(Description of the task):
The answer is every line of the records that holds the word "with", copied in full.

(Stored data)
━━━━━━━━

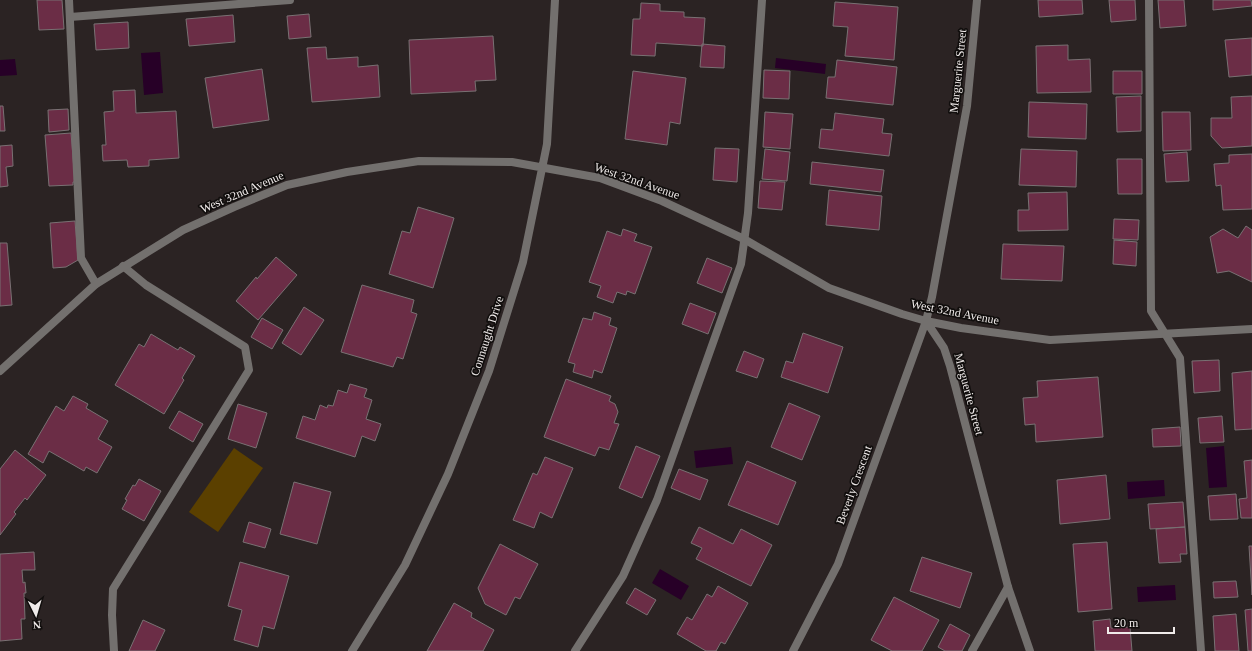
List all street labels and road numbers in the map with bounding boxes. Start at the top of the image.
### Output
street label: Marguerite Street [947,28,969,114]
street label: West 32nd Avenue [592,160,682,202]
street label: West 32nd Avenue [198,168,286,216]
street label: Connaught Drive [468,294,506,378]
street label: West 32nd Avenue [910,297,1000,327]
street label: Marguerite Street [951,352,987,437]
street label: Beverly Crescent [833,443,875,526]

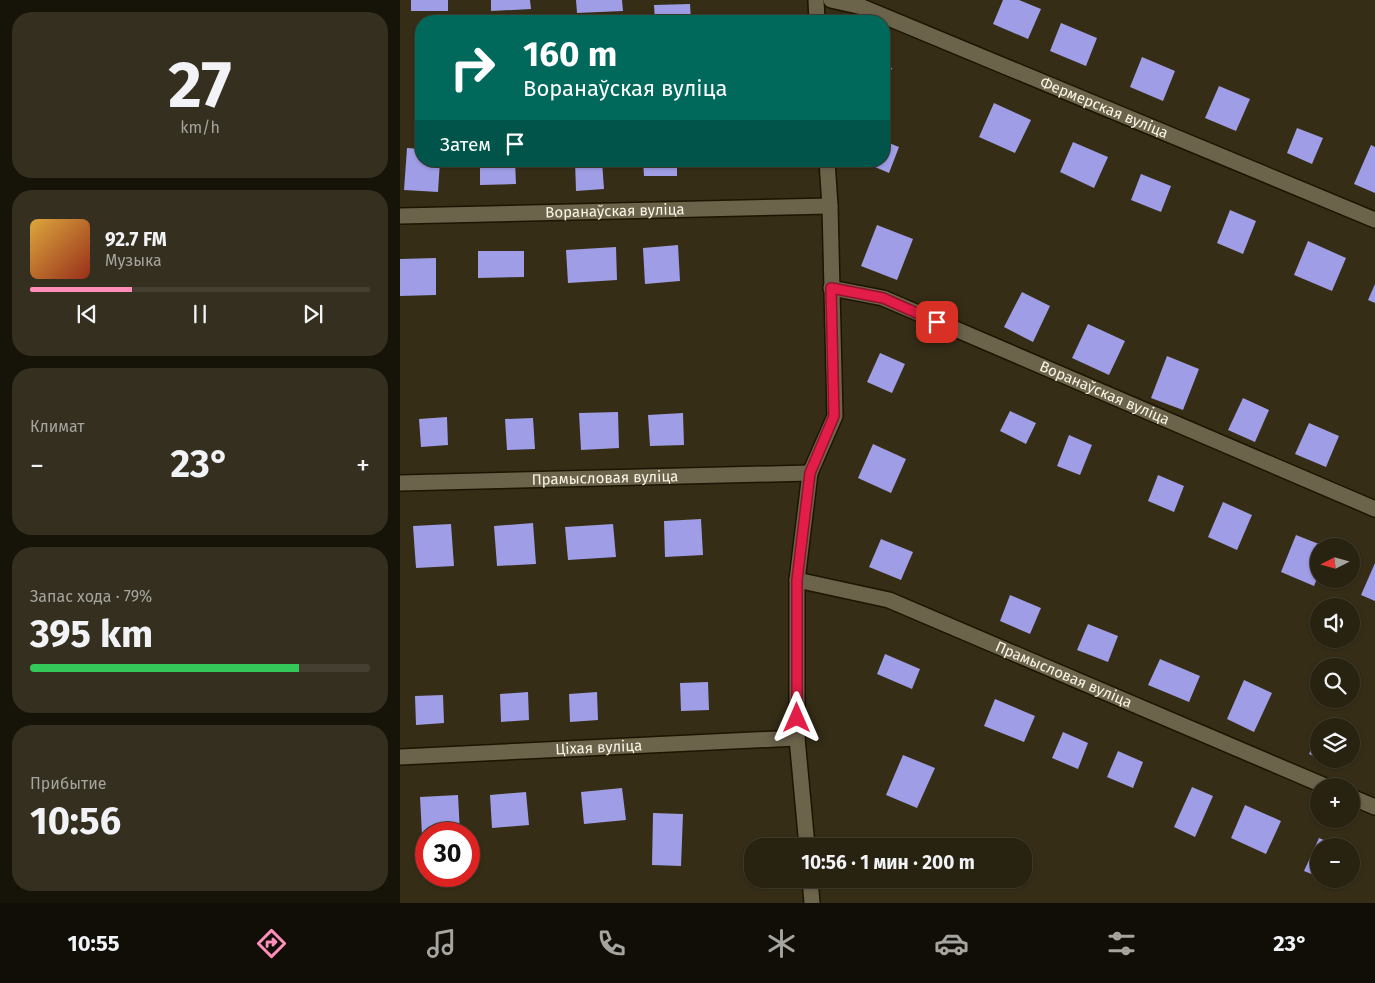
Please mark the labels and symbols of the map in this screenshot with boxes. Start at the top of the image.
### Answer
street label: Фермерская вуліца [1037,73,1171,142]
street label: Воранаўская вуліца [545,200,685,222]
pin [916,301,958,343]
street label: Воранаўская вуліца [1037,357,1172,429]
street label: Прамысловая вуліца [531,467,679,489]
north arrow [1310,538,1360,588]
street label: Прамысловая вуліца [993,637,1135,712]
position arrow [770,691,822,743]
street label: Ціхая вуліца [555,736,643,759]
speed limit sign: 30 [415,822,480,887]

━━━━━━━━

(Response for this exercise):
List all street labels and road numbers in the map with bounding boxes. Start at the top of the image.
Please mark the labels and symbols of the map in this screenshot with boxes. Start at the top of the image.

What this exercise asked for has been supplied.